**Work item**
Copy the entries without a single change. Pictures should be dropped.

** Working data follows **

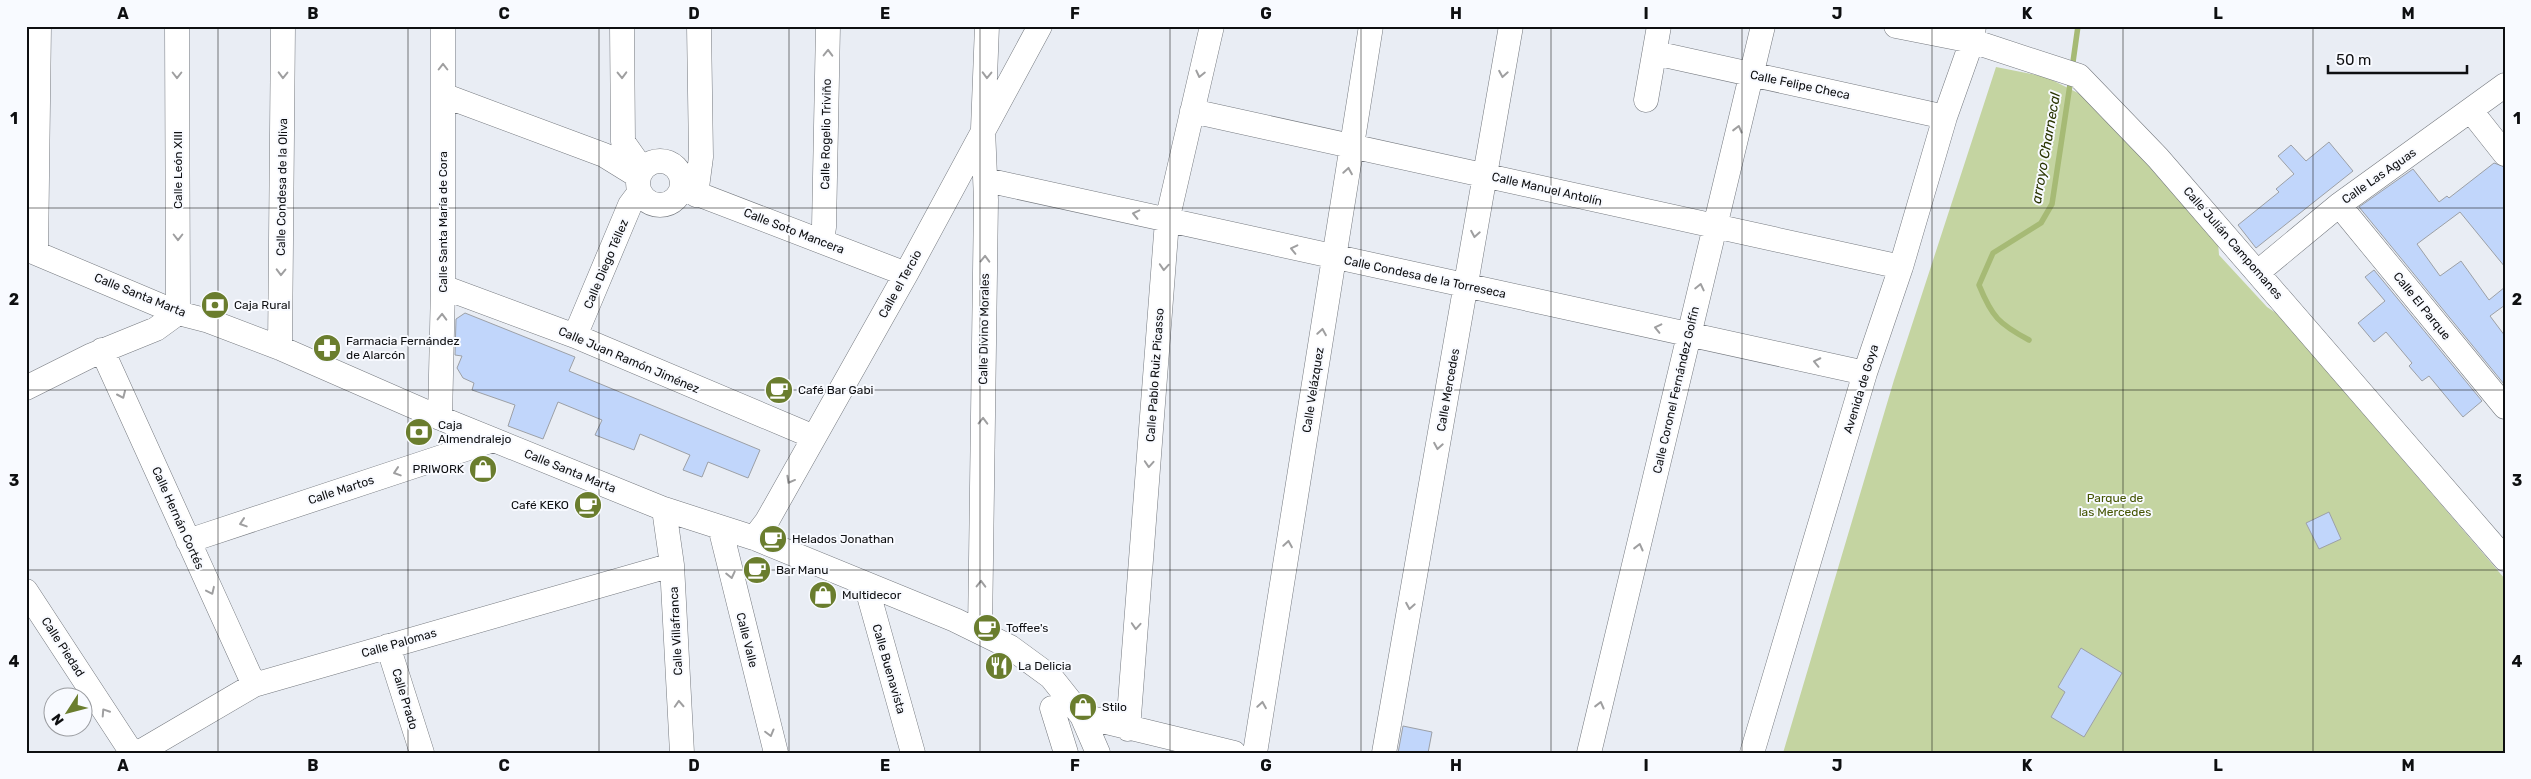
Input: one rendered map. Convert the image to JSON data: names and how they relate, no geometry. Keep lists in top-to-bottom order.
{
  "streets": {
    "street": [
      "Calle Felipe Checa",
      "Calle Rogelio Triviño",
      "Calle León XIII",
      "Calle Las Aguas",
      "Calle Condesa de la Oliva",
      "Calle Manuel Antolín",
      "Calle Santa María de Cora",
      "Calle Soto Mancera",
      "Calle Julián Campomanes",
      "Calle Diego Téllez",
      "Calle Condesa de la Torreseca",
      "Calle el Tercio",
      "Calle Santa Marta",
      "Calle El Parque",
      "Calle Divino Morales",
      "Calle Juan Ramón Jiménez",
      "Calle Pablo Ruiz Picasso",
      "Avenida de Goya",
      "Calle Velázquez",
      "Calle Mercedes",
      "Calle Coronel Fernández Golfín",
      "Calle Martos",
      "Calle Hernán Cortés",
      "Calle Villafranca",
      "Calle Valle",
      "Calle Palomas",
      "Calle Piedad",
      "Calle Buenavista",
      "Calle Prado"
    ]
  },
  "crossings": [
    ["Calle Felipe Checa", "Avenida de Goya"],
    ["Calle Felipe Checa", "Calle Coronel Fernández Golfín"],
    ["Calle Rogelio Triviño", "Calle Soto Mancera"],
    ["Calle León XIII", "Calle Santa Marta"],
    ["Calle Las Aguas", "Calle Julián Campomanes"],
    ["Calle Las Aguas", "Calle El Parque"],
    ["Calle Condesa de la Oliva", "Calle Santa Marta"],
    ["Calle Manuel Antolín", "Calle Pablo Ruiz Picasso"],
    ["Calle Manuel Antolín", "Avenida de Goya"],
    ["Calle Manuel Antolín", "Calle Velázquez"],
    ["Calle Manuel Antolín", "Calle Mercedes"],
    ["Calle Manuel Antolín", "Calle Coronel Fernández Golfín"],
    ["Calle Santa María de Cora", "Calle Santa Marta"],
    ["Calle Santa María de Cora", "Calle Juan Ramón Jiménez"],
    ["Calle Soto Mancera", "Calle Diego Téllez"],
    ["Calle Soto Mancera", "Calle el Tercio"],
    ["Calle Julián Campomanes", "Avenida de Goya"],
    ["Calle Diego Téllez", "Calle Juan Ramón Jiménez"],
    ["Calle Condesa de la Torreseca", "Calle Divino Morales"],
    ["Calle Condesa de la Torreseca", "Calle Pablo Ruiz Picasso"],
    ["Calle Condesa de la Torreseca", "Avenida de Goya"],
    ["Calle Condesa de la Torreseca", "Calle Velázquez"],
    ["Calle Condesa de la Torreseca", "Calle Mercedes"],
    ["Calle Condesa de la Torreseca", "Calle Coronel Fernández Golfín"],
    ["Calle el Tercio", "Calle Santa Marta"],
    ["Calle el Tercio", "Calle Divino Morales"],
    ["Calle el Tercio", "Calle Juan Ramón Jiménez"],
    ["Calle Santa Marta", "Calle Divino Morales"],
    ["Calle Santa Marta", "Calle Martos"],
    ["Calle Santa Marta", "Calle Villafranca"],
    ["Calle Santa Marta", "Calle Valle"],
    ["Calle Santa Marta", "Calle Buenavista"],
    ["Calle Martos", "Calle Hernán Cortés"],
    ["Calle Hernán Cortés", "Calle Palomas"],
    ["Calle Villafranca", "Calle Palomas"],
    ["Calle Palomas", "Calle Prado"]
  ],
  "one_way": [
    "Calle Condesa de la Oliva",
    "Calle Condesa de la Torreseca",
    "Calle Pablo Ruiz Picasso",
    "Calle Velázquez",
    "Calle Mercedes",
    "Calle Coronel Fernández Golfín",
    "Calle Martos",
    "Calle Hernán Cortés",
    "Calle Villafranca",
    "Calle Valle",
    "Calle Piedad"
  ],
  "water": ["arroyo Charnecal"],
  "parks": ["Parque de las Mercedes"],
  "places": {
    "bank": ["Caja Rural", "Caja Almendralejo"],
    "pharmacy": ["Farmacia Fernández de Alarcón"],
    "cafe": [
      "Café Bar Gabi",
      "Café KEKO",
      "Helados Jonathan",
      "Bar Manu",
      "Toffee's"
    ],
    "shop": ["PRIWORK", "Multidecor", "Stilo"],
    "restaurant": ["La Delicia"]
  },
  "scale_bar": "50 m",
  "north": "bottom left",
  "grid": {
    "columns": [
      "A",
      "B",
      "C",
      "D",
      "E",
      "F",
      "G",
      "H",
      "I",
      "J",
      "K",
      "L",
      "M"
    ],
    "rows": [
      "1",
      "2",
      "3",
      "4"
    ]
  }
}
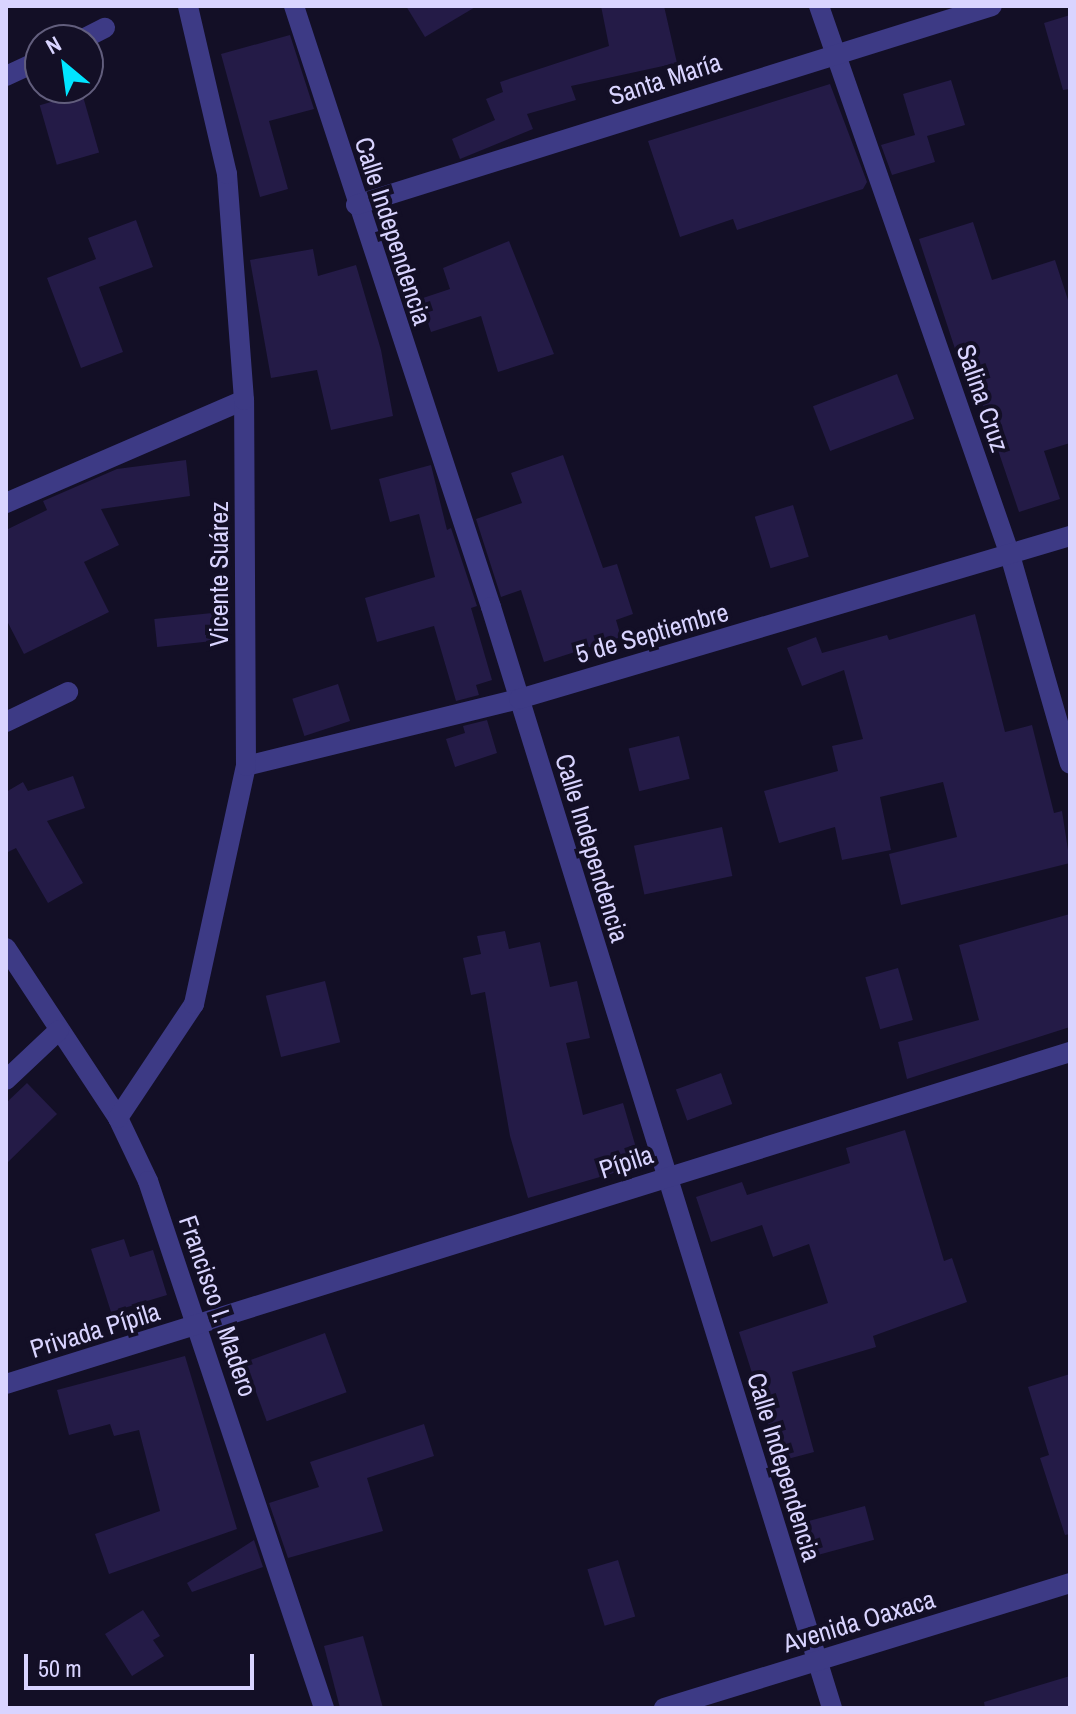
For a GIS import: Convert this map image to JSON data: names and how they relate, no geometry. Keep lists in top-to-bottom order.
{
  "streets": {
    "street": [
      "Santa María",
      "Calle Independencia",
      "Salina Cruz",
      "Vicente Suárez",
      "5 de Septiembre",
      "Pípila",
      "Francisco I. Madero",
      "Privada Pípila",
      "Avenida Oaxaca"
    ]
  },
  "crossings": [
    ["Santa María", "Calle Independencia"],
    ["Santa María", "Salina Cruz"],
    ["Calle Independencia", "5 de Septiembre"],
    ["Calle Independencia", "Pípila"],
    ["Calle Independencia", "Avenida Oaxaca"],
    ["Salina Cruz", "5 de Septiembre"],
    ["Vicente Suárez", "5 de Septiembre"],
    ["Vicente Suárez", "Francisco I. Madero"],
    ["Pípila", "Francisco I. Madero"],
    ["Pípila", "Privada Pípila"],
    ["Francisco I. Madero", "Privada Pípila"]
  ],
  "scale_bar": "50 m",
  "north": "top left"
}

** End of Working data **

**Task result**
Input: one rendered map. Convert the image to JSON data: names and how they relate, no geometry. Keep lists in top-to-bottom order.
{
  "streets": {
    "street": [
      "Calle Felipe Checa",
      "Calle Rogelio Triviño",
      "Calle León XIII",
      "Calle Las Aguas",
      "Calle Condesa de la Oliva",
      "Calle Manuel Antolín",
      "Calle Santa María de Cora",
      "Calle Soto Mancera",
      "Calle Julián Campomanes",
      "Calle Diego Téllez",
      "Calle Condesa de la Torreseca",
      "Calle el Tercio",
      "Calle Santa Marta",
      "Calle El Parque",
      "Calle Divino Morales",
      "Calle Juan Ramón Jiménez",
      "Calle Pablo Ruiz Picasso",
      "Avenida de Goya",
      "Calle Velázquez",
      "Calle Mercedes",
      "Calle Coronel Fernández Golfín",
      "Calle Martos",
      "Calle Hernán Cortés",
      "Calle Villafranca",
      "Calle Valle",
      "Calle Palomas",
      "Calle Piedad",
      "Calle Buenavista",
      "Calle Prado"
    ]
  },
  "crossings": [
    ["Calle Felipe Checa", "Avenida de Goya"],
    ["Calle Felipe Checa", "Calle Coronel Fernández Golfín"],
    ["Calle Rogelio Triviño", "Calle Soto Mancera"],
    ["Calle León XIII", "Calle Santa Marta"],
    ["Calle Las Aguas", "Calle Julián Campomanes"],
    ["Calle Las Aguas", "Calle El Parque"],
    ["Calle Condesa de la Oliva", "Calle Santa Marta"],
    ["Calle Manuel Antolín", "Calle Pablo Ruiz Picasso"],
    ["Calle Manuel Antolín", "Avenida de Goya"],
    ["Calle Manuel Antolín", "Calle Velázquez"],
    ["Calle Manuel Antolín", "Calle Mercedes"],
    ["Calle Manuel Antolín", "Calle Coronel Fernández Golfín"],
    ["Calle Santa María de Cora", "Calle Santa Marta"],
    ["Calle Santa María de Cora", "Calle Juan Ramón Jiménez"],
    ["Calle Soto Mancera", "Calle Diego Téllez"],
    ["Calle Soto Mancera", "Calle el Tercio"],
    ["Calle Julián Campomanes", "Avenida de Goya"],
    ["Calle Diego Téllez", "Calle Juan Ramón Jiménez"],
    ["Calle Condesa de la Torreseca", "Calle Divino Morales"],
    ["Calle Condesa de la Torreseca", "Calle Pablo Ruiz Picasso"],
    ["Calle Condesa de la Torreseca", "Avenida de Goya"],
    ["Calle Condesa de la Torreseca", "Calle Velázquez"],
    ["Calle Condesa de la Torreseca", "Calle Mercedes"],
    ["Calle Condesa de la Torreseca", "Calle Coronel Fernández Golfín"],
    ["Calle el Tercio", "Calle Santa Marta"],
    ["Calle el Tercio", "Calle Divino Morales"],
    ["Calle el Tercio", "Calle Juan Ramón Jiménez"],
    ["Calle Santa Marta", "Calle Divino Morales"],
    ["Calle Santa Marta", "Calle Martos"],
    ["Calle Santa Marta", "Calle Villafranca"],
    ["Calle Santa Marta", "Calle Valle"],
    ["Calle Santa Marta", "Calle Buenavista"],
    ["Calle Martos", "Calle Hernán Cortés"],
    ["Calle Hernán Cortés", "Calle Palomas"],
    ["Calle Villafranca", "Calle Palomas"],
    ["Calle Palomas", "Calle Prado"]
  ],
  "one_way": [
    "Calle Condesa de la Oliva",
    "Calle Condesa de la Torreseca",
    "Calle Pablo Ruiz Picasso",
    "Calle Velázquez",
    "Calle Mercedes",
    "Calle Coronel Fernández Golfín",
    "Calle Martos",
    "Calle Hernán Cortés",
    "Calle Villafranca",
    "Calle Valle",
    "Calle Piedad"
  ],
  "water": ["arroyo Charnecal"],
  "parks": ["Parque de las Mercedes"],
  "places": {
    "bank": ["Caja Rural", "Caja Almendralejo"],
    "pharmacy": ["Farmacia Fernández de Alarcón"],
    "cafe": [
      "Café Bar Gabi",
      "Café KEKO",
      "Helados Jonathan",
      "Bar Manu",
      "Toffee's"
    ],
    "shop": ["PRIWORK", "Multidecor", "Stilo"],
    "restaurant": ["La Delicia"]
  },
  "scale_bar": "50 m",
  "north": "bottom left",
  "grid": {
    "columns": [
      "A",
      "B",
      "C",
      "D",
      "E",
      "F",
      "G",
      "H",
      "I",
      "J",
      "K",
      "L",
      "M"
    ],
    "rows": [
      "1",
      "2",
      "3",
      "4"
    ]
  }
}
For a GIS import: Convert this map image to JSON data: names and how they relate, no geometry. Keep lists in top-to-bottom order.
{
  "streets": {
    "street": [
      "Santa María",
      "Calle Independencia",
      "Salina Cruz",
      "Vicente Suárez",
      "5 de Septiembre",
      "Pípila",
      "Francisco I. Madero",
      "Privada Pípila",
      "Avenida Oaxaca"
    ]
  },
  "crossings": [
    ["Santa María", "Calle Independencia"],
    ["Santa María", "Salina Cruz"],
    ["Calle Independencia", "5 de Septiembre"],
    ["Calle Independencia", "Pípila"],
    ["Calle Independencia", "Avenida Oaxaca"],
    ["Salina Cruz", "5 de Septiembre"],
    ["Vicente Suárez", "5 de Septiembre"],
    ["Vicente Suárez", "Francisco I. Madero"],
    ["Pípila", "Francisco I. Madero"],
    ["Pípila", "Privada Pípila"],
    ["Francisco I. Madero", "Privada Pípila"]
  ],
  "scale_bar": "50 m",
  "north": "top left"
}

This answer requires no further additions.